第200話香港の金正恩

12月5日PM4:30

 飛行用の箱の改造を見ている。


 護衛艦『あたご』からヘリでJIAの戸田ファクトリー上空に来て、二階堂と飛び降りていた。


 そばにはジェーンも立っている。

 通訳として香港に俺と行くのだ。


 JIAのメカニックが来て俺に言う。

「30ミリ機関砲でも貫通しないですよ。
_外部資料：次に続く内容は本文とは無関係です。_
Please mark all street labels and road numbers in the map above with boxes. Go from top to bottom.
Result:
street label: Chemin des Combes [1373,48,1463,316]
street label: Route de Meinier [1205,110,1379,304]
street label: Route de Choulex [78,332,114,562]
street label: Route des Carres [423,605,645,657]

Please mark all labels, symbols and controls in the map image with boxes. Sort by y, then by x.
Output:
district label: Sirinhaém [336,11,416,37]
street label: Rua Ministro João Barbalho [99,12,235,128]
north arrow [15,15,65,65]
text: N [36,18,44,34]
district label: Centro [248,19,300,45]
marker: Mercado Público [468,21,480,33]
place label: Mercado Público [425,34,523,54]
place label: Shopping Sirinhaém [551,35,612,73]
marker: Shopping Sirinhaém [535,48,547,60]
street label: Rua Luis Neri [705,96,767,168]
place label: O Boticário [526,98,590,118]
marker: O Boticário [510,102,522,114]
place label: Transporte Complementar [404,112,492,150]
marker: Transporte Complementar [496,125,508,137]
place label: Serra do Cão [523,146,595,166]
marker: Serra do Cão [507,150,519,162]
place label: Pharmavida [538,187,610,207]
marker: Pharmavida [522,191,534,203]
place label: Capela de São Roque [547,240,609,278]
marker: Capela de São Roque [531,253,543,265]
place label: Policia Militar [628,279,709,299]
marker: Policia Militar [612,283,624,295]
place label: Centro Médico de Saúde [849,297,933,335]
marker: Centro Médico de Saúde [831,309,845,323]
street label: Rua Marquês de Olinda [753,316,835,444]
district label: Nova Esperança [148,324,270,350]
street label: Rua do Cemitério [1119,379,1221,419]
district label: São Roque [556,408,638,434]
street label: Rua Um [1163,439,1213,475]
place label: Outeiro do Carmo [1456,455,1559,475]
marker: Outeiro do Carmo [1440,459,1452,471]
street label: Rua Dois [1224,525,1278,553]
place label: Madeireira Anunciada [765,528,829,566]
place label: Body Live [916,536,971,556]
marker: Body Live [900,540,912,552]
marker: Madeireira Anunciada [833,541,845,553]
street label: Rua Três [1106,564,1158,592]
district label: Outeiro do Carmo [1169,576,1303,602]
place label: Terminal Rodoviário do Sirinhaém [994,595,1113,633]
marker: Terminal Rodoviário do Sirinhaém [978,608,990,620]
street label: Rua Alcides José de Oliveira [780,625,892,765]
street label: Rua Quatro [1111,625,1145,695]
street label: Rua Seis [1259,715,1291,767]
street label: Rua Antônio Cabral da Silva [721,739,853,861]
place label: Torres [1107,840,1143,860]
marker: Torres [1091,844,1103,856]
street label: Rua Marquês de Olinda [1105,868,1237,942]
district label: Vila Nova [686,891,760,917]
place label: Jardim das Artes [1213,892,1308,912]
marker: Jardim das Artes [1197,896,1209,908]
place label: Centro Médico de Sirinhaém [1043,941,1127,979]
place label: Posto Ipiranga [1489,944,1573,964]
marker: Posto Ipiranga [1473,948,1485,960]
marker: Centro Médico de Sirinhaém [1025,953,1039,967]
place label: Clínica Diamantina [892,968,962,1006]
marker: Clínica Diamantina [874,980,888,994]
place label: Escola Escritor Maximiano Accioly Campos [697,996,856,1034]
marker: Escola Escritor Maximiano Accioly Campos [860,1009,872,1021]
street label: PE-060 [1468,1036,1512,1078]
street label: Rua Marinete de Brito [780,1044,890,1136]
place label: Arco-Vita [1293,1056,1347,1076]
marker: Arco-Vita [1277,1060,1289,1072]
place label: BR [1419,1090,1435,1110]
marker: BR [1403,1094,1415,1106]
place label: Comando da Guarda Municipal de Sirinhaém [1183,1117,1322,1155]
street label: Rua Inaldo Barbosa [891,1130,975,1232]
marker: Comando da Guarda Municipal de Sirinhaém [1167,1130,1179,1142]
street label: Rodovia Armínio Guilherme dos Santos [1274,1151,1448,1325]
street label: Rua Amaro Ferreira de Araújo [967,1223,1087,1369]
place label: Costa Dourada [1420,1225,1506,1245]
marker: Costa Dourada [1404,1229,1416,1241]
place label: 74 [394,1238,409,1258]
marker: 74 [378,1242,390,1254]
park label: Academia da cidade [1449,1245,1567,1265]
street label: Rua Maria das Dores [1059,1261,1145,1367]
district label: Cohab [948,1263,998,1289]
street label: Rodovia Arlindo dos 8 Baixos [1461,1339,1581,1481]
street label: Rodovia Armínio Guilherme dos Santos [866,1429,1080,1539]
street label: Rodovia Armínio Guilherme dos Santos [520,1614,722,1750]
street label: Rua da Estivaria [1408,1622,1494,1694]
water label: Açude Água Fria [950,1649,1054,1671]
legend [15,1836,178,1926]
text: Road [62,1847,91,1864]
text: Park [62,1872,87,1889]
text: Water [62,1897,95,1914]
流石にミサイルには負けるけど」


 香港のペニンシュラに行くまでに攻撃を受けた場合を考えての改造だった。俺の飛行能力が上がっているので、背負う物が100キロ重くなっても問題無い。

 

 近くの吉野家で牛丼を買ってきて貰っていた。大盛牛丼を食べて、ジェーンが入った箱を担いで飛び立つ。


 大きな箱を背負っているので高度を14000メートルまで上げてもスピードがそれ程出ない。

 箱の中のジェーンは、タンクからの酸素供給で問題無いようだ。寒さ対策で寝袋に入っている。


 約1時間で沖縄を通過した所で高度を下げて着地点を探す。久米島だ。

 大きな亀の甲羅の様な石が並んでいる海辺に着地する。


 箱の扉を開けてジェーンの顔を見る。寝袋から腕を出し、笑顔で親指を立てるので、抱きついてキスした。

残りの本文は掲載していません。